Eleições 2018: o papel das redes sociais nas discussões políticas
Enviada em 05/10/2020
O tema Modernidade Liquida do sociólogo Zigmunt Bauman representa uma metáfora de comparar propriedades dos líquidos, como a forma variável, com a sociedade contemporânea. Sob essa ótica, no contexto de discussões politicas, as redes sociais configuram um fator da volatilidade social apresentada por Bauman haja vista que, os conteúdos propagados no meio digital podem persuadir e alterar perspectivas dos receptores em relação a discursos partidários falaciosos.
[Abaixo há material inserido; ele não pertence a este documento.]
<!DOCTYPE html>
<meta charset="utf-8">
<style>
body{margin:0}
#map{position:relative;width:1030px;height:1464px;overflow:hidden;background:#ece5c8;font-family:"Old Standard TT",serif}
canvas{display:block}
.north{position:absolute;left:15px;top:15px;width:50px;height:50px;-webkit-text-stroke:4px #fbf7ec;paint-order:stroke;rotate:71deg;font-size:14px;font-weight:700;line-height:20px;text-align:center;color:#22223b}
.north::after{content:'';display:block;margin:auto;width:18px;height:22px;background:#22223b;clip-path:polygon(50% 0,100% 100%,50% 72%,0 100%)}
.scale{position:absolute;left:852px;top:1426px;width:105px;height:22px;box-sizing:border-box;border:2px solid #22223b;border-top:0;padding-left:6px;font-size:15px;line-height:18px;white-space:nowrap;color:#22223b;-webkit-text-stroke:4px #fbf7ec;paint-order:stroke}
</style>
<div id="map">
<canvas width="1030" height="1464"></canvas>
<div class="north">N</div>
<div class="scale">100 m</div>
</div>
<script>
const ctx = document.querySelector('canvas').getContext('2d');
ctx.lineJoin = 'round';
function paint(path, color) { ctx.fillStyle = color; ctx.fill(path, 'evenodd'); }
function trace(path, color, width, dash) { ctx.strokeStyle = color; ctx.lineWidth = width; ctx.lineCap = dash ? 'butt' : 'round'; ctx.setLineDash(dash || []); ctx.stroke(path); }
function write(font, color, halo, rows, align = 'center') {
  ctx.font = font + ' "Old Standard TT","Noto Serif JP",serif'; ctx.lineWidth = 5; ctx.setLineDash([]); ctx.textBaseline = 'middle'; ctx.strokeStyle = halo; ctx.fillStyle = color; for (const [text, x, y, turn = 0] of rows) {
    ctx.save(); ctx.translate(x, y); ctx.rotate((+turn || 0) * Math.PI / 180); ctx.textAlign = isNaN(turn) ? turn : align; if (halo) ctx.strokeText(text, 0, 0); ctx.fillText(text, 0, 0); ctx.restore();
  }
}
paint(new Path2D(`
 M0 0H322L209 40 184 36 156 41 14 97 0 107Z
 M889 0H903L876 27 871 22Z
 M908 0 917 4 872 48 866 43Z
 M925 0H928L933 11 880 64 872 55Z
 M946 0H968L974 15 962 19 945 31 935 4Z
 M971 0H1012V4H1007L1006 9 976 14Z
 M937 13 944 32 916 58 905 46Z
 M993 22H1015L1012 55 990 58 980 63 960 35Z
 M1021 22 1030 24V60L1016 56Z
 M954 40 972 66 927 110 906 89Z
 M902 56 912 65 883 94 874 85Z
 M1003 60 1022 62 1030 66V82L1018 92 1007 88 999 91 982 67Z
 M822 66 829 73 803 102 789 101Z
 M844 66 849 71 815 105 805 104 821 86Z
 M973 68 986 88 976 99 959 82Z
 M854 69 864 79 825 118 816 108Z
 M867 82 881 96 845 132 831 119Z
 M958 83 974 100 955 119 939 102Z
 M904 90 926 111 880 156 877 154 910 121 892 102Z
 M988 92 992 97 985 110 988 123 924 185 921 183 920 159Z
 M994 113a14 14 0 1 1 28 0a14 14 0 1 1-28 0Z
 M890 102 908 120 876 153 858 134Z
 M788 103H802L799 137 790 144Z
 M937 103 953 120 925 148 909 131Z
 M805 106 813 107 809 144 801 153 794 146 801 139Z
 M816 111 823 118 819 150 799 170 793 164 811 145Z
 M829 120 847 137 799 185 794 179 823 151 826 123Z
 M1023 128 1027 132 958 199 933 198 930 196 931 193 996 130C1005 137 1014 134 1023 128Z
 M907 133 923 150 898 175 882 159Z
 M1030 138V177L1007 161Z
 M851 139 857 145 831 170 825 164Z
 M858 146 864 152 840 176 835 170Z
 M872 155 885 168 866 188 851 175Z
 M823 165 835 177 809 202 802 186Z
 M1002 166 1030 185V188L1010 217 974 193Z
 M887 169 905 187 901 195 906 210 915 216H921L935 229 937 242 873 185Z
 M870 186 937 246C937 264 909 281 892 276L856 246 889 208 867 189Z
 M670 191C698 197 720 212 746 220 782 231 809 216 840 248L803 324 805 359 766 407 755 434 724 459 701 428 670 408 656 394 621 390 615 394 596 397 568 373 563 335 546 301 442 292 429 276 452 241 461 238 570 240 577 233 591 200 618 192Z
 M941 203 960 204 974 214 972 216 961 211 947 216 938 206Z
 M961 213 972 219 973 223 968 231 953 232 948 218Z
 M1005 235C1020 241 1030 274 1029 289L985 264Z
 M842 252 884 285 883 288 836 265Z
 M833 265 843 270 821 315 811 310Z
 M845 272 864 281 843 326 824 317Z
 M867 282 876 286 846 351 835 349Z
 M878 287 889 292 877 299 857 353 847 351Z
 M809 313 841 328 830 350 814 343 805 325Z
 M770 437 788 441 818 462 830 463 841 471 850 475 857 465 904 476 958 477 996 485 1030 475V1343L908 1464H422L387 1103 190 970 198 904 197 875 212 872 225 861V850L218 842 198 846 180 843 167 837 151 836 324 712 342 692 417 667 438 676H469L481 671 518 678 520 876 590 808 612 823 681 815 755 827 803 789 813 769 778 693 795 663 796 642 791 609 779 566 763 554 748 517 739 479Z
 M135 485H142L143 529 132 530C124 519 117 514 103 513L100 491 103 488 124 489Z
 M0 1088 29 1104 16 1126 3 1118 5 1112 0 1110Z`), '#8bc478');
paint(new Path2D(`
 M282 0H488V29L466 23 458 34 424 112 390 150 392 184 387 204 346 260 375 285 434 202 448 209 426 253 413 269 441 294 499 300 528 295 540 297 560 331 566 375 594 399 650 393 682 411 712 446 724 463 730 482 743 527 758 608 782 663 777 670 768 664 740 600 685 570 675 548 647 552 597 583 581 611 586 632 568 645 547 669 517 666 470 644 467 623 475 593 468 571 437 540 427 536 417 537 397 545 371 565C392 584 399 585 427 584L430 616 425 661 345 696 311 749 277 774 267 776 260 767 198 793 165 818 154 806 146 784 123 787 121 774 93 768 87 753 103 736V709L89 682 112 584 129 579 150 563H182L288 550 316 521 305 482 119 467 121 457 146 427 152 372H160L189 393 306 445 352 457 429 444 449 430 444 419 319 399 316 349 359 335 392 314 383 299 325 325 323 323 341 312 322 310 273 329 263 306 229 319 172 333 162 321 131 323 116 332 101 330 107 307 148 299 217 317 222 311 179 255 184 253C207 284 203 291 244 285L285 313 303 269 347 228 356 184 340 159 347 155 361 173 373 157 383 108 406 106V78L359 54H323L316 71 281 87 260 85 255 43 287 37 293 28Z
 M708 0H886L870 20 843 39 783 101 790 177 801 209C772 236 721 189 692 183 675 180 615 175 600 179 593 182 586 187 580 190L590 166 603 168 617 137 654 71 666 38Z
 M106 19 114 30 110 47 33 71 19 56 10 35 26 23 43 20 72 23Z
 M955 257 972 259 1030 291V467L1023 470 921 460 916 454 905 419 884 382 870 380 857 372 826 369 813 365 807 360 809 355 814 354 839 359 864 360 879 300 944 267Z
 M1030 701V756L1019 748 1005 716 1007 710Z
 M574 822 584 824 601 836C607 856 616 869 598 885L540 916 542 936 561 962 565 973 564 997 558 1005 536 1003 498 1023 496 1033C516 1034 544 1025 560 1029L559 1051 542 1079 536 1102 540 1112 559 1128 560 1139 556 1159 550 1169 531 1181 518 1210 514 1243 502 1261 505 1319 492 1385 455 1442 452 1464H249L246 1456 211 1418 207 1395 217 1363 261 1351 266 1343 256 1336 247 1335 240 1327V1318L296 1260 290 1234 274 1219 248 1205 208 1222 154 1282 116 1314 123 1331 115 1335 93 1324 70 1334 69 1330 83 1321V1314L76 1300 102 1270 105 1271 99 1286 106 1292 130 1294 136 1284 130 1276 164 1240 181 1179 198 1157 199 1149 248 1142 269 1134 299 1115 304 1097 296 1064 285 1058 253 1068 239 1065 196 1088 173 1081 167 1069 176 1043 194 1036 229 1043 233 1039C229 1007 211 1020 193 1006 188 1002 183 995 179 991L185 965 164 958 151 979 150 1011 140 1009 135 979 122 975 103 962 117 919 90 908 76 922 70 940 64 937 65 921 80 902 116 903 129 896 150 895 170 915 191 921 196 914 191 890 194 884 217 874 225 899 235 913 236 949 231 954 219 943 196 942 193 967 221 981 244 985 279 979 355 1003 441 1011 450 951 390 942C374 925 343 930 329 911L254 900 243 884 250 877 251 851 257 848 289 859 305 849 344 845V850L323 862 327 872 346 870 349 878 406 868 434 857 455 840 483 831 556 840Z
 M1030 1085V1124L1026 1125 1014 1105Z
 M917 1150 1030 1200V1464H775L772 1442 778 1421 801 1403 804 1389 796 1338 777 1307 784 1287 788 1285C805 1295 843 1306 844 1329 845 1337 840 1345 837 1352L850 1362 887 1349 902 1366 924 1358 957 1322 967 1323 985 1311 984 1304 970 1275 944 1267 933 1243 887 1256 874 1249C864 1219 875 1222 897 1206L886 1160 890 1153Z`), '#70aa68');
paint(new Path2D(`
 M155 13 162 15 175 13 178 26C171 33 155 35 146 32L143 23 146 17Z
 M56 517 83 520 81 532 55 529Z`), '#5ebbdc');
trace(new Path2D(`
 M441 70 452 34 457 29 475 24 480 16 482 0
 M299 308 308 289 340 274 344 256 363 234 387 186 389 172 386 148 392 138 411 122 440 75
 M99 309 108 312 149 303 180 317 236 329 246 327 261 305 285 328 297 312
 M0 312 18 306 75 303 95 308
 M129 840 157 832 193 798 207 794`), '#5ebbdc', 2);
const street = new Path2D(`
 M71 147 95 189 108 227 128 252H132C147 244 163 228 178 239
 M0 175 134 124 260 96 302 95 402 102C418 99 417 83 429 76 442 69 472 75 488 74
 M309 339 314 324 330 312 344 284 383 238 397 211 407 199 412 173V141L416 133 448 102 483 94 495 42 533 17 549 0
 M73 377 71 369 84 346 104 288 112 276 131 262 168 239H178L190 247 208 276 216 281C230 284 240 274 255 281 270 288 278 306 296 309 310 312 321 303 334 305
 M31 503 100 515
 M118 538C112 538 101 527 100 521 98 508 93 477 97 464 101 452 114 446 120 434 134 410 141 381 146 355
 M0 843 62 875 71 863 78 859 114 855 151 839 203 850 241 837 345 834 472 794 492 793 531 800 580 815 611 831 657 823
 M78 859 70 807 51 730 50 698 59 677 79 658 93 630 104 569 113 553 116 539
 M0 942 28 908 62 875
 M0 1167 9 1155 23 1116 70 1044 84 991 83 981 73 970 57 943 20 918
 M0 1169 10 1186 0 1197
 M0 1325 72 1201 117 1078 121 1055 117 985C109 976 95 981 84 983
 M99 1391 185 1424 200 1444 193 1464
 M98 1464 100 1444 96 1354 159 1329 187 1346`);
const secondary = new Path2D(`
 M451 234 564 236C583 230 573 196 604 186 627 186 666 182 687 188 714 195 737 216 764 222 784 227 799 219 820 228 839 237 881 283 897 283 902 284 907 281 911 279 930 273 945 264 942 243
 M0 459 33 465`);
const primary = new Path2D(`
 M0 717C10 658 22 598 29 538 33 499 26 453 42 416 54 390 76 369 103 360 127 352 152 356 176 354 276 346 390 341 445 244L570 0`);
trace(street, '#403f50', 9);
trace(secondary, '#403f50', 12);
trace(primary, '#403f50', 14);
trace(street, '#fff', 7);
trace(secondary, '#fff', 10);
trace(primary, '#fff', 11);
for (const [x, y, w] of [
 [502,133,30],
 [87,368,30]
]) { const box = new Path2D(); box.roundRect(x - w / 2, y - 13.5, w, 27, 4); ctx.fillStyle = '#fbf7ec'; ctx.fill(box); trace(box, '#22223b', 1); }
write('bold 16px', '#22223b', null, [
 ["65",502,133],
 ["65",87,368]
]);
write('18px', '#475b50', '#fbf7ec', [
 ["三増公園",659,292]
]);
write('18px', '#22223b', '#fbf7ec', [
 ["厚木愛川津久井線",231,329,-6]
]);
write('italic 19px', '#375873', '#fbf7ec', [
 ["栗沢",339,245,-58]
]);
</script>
Em primeiro plano, sabe-se que existem métodos para divulgar uma noticia enganosa ou persuasiva. Assim, é valido lembrar que o Ministério da Propaganda nazista buscou, por meio do radio e cinema, induzir os telespectadores a apoiarem os ideais de Adolf Hitler. Contudo, hodiernamente é ainda mais fácil e rápido produzir e propagar ideologias unilaterais pois, através das redes sociais é possível, por exemplo, criar perfis falsos para mobilizar a população com o intuito de compartilhar assuntos polêmicos e alcançar grande repercussão. Dessa maneira, a população pode ser acometida por mensagens mentirosas visto que os aplicativos de interação digital normalmente não citam fontes confiáveis.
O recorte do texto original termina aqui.